Comparison with other R packages

bioregion is not the only R package that allows the computation of similarity, dissimilarity, distance, and \(\beta\)-diversity metrics based on a (site-species) co-occurrence matrix. In this section, we focus on several functions provided by the packages adespatial, betapart, ecodist, and vegan.

The table below displays the main differences between these packages in terms of dissimilarity metric computation. The bioregion package is the only one that allows the computation of several metrics returned as a data.frame in a network format.

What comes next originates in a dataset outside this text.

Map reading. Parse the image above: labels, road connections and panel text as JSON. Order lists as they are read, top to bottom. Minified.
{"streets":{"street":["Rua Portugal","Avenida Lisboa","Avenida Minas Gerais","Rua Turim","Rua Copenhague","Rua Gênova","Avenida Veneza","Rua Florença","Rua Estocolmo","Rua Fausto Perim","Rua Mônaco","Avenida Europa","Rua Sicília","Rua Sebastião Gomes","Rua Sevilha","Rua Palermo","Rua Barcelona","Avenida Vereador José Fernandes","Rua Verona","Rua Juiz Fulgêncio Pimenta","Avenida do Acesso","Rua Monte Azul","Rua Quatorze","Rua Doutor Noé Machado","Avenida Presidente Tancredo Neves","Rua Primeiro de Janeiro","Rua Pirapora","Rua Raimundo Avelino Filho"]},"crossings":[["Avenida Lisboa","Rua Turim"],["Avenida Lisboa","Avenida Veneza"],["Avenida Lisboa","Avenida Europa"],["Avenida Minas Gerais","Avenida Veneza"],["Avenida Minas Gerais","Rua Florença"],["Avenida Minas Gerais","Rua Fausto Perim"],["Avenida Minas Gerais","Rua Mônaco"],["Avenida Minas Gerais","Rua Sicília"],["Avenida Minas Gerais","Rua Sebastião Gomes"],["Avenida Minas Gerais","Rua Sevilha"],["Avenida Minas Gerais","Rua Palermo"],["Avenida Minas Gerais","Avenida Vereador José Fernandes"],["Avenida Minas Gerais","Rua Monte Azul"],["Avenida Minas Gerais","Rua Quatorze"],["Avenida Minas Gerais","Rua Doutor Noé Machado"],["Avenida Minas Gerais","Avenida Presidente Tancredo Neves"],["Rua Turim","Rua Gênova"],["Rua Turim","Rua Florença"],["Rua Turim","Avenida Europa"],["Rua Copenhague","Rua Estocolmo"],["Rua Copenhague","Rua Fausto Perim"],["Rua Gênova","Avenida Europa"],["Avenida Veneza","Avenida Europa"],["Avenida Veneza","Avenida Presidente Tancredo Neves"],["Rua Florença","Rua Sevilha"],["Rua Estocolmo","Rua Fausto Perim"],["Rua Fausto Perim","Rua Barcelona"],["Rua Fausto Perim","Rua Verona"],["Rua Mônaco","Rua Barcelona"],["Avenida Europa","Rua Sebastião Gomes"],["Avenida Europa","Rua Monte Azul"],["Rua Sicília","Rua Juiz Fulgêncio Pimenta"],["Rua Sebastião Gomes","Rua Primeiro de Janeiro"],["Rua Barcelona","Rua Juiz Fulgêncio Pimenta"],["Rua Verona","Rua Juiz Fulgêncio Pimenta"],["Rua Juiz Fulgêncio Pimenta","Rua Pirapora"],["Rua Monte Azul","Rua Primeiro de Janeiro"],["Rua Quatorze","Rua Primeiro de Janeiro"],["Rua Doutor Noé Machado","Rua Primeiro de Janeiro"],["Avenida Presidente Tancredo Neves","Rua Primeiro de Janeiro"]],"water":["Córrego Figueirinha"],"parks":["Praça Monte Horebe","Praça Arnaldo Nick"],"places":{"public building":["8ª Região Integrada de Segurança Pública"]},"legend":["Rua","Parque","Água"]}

It also supports the use of custom formulas based on the a, b, c, A, B and C components. This flexibility is also available in vegan via the designdist function.

bioregion also allows the computation of the a, b, c, A, B and C components. Users can choose to extract none of the components, only the three abc components, only the three ABC components, or all six components. These components (abc or ABC separately) can also be accessed in adespatial using the beta.div.comp function, and in betapart using betapart.core and betapart.core.abund. Finally, the vegan package, via the designdist function, also allows the extraction of the a, b, c, A, B or C components separately.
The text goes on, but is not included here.